Federal, state and military officials have been drafting response plans for the "Big One" along the Cascadia Subduction Zone.
The plans reflect deep anxiety about the potential gravity of the disaster: more than 14,000 people dead in the worst-case scenarios, 30,000 injured, thousands left homeless and the region's economy setback for years, if not decades.
A magnitude 9.0 earthquake and tsunami that devastated parts of Japan in 2011 gave greater clarity to what the Pacific Northwest needs to do to improve its readiness for a similar catastrophe.
Planners envision a deployment of civilian and military personnel and equipment that would eclipse the response to any natural disaster that has occurred thus far in the U.S.
That includes waves of cargo planes, helicopters and ships, as well as tens of thousands of soldiers, emergency officials, mortuary teams, police officers, firefighters, engineers, medical personnel and other specialists.
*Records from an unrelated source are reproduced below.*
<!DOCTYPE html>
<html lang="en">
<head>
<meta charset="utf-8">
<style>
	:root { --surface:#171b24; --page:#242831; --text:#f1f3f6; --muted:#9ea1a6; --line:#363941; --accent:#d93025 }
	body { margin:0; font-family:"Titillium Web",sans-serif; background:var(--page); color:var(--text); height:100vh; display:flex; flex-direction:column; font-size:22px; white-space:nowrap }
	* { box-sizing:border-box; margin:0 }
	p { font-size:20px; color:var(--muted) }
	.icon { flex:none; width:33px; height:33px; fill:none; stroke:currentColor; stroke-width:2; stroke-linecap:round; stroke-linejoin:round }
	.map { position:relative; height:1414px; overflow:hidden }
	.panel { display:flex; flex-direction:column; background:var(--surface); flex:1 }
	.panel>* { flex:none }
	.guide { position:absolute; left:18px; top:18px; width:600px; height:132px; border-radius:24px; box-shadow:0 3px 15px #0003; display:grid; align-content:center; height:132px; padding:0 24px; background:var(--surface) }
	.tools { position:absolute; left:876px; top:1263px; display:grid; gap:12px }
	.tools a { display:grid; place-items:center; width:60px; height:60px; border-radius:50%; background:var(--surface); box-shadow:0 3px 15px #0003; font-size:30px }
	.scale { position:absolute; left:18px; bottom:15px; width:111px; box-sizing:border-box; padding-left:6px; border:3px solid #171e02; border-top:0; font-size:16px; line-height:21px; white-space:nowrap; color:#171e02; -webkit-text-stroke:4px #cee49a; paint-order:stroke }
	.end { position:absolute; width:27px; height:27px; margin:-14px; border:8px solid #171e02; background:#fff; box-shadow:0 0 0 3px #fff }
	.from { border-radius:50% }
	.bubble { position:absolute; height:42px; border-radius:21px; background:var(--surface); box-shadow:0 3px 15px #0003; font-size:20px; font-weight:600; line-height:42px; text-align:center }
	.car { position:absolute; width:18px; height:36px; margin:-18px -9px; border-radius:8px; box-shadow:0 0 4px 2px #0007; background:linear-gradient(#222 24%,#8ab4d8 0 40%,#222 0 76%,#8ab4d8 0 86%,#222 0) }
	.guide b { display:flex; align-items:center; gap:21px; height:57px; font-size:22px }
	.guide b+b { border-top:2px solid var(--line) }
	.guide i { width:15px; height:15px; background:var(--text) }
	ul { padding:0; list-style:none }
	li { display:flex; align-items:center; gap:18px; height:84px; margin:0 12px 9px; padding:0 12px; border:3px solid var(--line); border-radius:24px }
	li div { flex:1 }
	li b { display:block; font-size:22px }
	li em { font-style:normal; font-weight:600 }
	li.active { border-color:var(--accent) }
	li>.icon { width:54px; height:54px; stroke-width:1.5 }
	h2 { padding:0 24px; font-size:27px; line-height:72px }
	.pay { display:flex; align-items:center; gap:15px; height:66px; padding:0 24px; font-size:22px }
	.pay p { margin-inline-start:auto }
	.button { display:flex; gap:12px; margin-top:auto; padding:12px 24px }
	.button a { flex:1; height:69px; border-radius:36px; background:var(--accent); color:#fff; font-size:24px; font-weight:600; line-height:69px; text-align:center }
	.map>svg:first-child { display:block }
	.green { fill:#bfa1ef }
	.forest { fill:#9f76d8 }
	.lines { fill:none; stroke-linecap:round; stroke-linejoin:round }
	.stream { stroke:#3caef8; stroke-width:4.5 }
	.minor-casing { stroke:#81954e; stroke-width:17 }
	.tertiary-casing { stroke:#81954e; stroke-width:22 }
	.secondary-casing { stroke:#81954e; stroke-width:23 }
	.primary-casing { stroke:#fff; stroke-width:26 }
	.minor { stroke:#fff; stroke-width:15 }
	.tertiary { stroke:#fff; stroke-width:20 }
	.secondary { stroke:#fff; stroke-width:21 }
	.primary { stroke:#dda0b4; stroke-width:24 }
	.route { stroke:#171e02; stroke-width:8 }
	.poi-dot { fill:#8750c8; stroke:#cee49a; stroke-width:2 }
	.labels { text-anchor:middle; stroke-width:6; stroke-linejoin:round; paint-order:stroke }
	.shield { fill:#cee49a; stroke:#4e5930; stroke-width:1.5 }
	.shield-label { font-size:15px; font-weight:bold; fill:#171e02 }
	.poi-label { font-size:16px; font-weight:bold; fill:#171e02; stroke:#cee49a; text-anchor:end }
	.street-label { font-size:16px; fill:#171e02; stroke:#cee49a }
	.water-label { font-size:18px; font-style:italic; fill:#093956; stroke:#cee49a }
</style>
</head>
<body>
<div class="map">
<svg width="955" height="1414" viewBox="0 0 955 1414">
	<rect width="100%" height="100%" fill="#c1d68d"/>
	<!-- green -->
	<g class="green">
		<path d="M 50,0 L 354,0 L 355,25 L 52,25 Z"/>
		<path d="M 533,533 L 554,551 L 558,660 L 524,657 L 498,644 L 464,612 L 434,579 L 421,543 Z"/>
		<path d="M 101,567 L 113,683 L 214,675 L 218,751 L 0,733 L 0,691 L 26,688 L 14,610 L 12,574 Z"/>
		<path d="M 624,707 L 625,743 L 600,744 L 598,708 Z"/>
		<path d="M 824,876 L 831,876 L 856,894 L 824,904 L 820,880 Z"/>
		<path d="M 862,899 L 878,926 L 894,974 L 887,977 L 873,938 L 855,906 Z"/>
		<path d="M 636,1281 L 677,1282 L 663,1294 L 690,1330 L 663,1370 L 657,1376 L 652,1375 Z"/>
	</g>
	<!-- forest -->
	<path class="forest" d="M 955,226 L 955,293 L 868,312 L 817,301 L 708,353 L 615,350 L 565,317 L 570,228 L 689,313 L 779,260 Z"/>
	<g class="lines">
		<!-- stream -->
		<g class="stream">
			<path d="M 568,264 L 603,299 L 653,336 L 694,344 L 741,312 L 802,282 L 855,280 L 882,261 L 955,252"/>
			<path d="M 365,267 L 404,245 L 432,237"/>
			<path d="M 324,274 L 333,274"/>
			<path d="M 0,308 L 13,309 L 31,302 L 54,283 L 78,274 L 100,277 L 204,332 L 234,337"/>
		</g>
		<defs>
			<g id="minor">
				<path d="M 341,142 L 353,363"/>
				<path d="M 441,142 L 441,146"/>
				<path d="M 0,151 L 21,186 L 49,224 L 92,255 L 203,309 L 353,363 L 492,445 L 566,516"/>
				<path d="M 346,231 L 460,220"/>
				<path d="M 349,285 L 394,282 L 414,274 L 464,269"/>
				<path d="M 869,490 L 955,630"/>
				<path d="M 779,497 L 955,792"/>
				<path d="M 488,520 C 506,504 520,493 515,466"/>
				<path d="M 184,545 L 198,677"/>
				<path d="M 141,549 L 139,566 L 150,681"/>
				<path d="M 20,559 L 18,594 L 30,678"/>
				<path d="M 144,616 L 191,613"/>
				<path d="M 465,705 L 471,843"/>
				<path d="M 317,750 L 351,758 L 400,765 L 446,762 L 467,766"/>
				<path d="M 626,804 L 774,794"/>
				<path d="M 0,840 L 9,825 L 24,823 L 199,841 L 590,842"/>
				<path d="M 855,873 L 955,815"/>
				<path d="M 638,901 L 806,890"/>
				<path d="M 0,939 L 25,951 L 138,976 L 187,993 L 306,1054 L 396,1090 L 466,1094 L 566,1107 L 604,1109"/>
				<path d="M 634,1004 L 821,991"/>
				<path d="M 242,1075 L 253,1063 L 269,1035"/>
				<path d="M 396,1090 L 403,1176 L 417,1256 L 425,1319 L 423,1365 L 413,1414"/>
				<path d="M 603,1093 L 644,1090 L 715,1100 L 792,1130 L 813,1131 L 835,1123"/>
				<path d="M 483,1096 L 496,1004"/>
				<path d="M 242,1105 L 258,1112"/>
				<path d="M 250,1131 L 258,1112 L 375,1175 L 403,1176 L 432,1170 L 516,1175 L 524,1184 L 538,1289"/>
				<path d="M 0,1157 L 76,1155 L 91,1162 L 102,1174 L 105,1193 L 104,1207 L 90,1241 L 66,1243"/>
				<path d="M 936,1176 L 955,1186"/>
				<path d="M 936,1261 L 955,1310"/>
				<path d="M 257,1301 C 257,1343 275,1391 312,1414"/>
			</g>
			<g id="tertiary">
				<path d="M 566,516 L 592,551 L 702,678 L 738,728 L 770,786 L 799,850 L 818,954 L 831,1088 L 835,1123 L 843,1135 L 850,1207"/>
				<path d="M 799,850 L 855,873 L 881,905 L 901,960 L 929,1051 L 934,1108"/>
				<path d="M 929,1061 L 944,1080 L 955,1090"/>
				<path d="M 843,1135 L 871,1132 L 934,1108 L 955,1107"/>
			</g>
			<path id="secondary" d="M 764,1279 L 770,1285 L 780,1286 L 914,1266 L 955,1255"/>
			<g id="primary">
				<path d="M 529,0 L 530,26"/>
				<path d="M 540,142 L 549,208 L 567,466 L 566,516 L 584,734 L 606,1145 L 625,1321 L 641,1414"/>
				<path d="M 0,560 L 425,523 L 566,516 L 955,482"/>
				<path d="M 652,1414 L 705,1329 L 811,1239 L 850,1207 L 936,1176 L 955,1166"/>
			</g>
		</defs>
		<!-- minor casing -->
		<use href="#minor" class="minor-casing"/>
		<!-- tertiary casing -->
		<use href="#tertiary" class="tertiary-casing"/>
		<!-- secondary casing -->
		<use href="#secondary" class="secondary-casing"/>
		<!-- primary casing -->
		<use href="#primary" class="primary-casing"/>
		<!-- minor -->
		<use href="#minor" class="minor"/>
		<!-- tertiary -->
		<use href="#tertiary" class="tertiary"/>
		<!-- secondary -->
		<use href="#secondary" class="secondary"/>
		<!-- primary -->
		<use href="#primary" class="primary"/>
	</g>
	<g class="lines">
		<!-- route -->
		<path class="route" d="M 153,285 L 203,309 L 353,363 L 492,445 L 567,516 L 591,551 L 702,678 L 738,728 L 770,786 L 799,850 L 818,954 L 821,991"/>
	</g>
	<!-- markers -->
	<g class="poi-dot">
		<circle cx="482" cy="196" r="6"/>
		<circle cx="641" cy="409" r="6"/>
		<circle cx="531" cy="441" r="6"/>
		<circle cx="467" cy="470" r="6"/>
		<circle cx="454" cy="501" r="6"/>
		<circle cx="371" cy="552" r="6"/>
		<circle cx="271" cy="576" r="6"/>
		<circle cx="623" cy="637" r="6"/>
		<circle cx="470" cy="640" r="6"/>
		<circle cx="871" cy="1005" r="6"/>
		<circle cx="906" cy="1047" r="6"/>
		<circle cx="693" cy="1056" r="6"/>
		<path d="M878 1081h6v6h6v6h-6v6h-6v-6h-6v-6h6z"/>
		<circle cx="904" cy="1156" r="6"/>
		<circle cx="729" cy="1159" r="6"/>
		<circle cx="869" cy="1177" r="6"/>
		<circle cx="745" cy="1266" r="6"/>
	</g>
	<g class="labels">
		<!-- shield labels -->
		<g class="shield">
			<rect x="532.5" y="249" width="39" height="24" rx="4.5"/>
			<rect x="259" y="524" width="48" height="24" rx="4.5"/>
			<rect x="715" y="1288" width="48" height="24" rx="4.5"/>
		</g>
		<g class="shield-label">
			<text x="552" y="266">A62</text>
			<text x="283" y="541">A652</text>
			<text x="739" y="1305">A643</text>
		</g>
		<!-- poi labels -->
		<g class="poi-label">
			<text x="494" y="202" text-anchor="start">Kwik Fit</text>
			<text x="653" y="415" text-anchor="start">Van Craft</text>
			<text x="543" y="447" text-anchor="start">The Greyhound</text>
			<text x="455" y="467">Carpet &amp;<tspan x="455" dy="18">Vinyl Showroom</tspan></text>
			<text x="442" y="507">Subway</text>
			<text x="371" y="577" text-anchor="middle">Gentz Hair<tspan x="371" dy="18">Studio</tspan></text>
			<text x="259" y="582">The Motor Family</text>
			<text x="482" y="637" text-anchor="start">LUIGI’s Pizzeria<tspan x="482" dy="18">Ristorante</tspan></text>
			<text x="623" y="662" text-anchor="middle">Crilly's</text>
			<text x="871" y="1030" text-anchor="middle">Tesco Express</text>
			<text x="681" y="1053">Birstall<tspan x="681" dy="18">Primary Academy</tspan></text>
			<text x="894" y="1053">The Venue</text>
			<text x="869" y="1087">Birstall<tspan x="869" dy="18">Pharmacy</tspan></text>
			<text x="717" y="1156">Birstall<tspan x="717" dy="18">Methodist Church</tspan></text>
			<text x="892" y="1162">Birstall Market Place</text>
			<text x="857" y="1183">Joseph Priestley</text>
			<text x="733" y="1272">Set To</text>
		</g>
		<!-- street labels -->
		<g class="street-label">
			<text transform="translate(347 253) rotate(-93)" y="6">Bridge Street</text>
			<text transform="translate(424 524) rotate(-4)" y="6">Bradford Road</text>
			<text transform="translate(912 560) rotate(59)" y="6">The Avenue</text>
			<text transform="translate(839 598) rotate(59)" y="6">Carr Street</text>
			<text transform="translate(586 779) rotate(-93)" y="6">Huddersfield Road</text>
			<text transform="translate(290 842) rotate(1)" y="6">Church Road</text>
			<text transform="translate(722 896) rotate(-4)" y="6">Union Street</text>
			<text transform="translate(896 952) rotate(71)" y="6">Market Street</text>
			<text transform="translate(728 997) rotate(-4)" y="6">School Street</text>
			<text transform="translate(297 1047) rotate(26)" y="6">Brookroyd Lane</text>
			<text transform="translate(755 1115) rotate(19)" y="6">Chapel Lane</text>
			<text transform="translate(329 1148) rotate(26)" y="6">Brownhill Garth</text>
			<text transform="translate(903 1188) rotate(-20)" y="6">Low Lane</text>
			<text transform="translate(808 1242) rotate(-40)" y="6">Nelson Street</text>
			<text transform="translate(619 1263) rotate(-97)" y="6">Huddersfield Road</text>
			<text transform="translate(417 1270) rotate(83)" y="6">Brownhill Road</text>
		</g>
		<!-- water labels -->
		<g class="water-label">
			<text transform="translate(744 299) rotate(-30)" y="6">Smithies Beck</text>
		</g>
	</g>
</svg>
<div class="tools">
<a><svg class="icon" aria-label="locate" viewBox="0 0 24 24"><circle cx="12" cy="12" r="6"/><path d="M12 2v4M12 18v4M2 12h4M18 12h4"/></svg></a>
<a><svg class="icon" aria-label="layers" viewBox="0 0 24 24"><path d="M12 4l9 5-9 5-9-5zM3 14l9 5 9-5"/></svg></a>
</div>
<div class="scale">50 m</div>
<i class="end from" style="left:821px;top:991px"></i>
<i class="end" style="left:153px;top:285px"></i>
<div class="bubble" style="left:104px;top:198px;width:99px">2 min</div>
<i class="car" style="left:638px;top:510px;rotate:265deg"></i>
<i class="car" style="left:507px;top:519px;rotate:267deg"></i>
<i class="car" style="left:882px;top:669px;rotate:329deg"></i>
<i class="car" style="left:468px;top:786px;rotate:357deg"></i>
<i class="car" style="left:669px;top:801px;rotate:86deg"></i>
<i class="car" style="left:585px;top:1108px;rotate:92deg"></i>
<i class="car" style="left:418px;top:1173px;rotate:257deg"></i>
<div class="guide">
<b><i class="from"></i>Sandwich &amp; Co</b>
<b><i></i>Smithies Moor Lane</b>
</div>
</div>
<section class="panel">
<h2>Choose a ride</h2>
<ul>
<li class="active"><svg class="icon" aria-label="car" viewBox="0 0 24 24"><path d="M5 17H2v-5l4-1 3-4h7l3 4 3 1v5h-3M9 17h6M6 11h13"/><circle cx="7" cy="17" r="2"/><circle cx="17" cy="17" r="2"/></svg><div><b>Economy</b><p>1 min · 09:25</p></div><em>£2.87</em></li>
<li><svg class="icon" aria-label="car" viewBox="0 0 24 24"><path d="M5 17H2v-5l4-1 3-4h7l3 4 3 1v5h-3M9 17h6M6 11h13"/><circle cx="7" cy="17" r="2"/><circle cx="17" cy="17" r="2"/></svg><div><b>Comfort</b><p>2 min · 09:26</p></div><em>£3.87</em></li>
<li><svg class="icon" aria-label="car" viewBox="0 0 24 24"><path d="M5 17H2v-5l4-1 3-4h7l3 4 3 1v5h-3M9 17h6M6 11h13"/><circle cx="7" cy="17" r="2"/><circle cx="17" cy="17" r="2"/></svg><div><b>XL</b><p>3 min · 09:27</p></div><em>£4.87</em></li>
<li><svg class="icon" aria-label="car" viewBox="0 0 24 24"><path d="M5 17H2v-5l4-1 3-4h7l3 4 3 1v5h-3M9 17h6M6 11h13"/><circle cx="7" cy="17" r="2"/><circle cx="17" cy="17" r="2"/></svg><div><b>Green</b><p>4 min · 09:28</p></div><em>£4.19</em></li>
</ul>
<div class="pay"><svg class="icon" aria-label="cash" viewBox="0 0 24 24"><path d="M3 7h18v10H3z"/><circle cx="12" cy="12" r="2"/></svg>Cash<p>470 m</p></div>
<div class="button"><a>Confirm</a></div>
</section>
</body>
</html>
"The response will be orders of magnitude larger than Hurricane Katrina or Super Storm Sandy," said Lt. Col. Clayton Braun of the Washington State Army National Guard, referring to two of the best-known natural disasters in recent U.S. history.
Since 2013, Braun has led a team at work on putting together a military response plan for Washington state.
Worst-case scenarios show that more than 1,000 bridges in Oregon and Washington state could either collapse or be rendered unusable.
Seattle, Portland and other urban areas could suffer considerable damage, such as the collapse of structures built before codes were updated to take into account a mega-quake.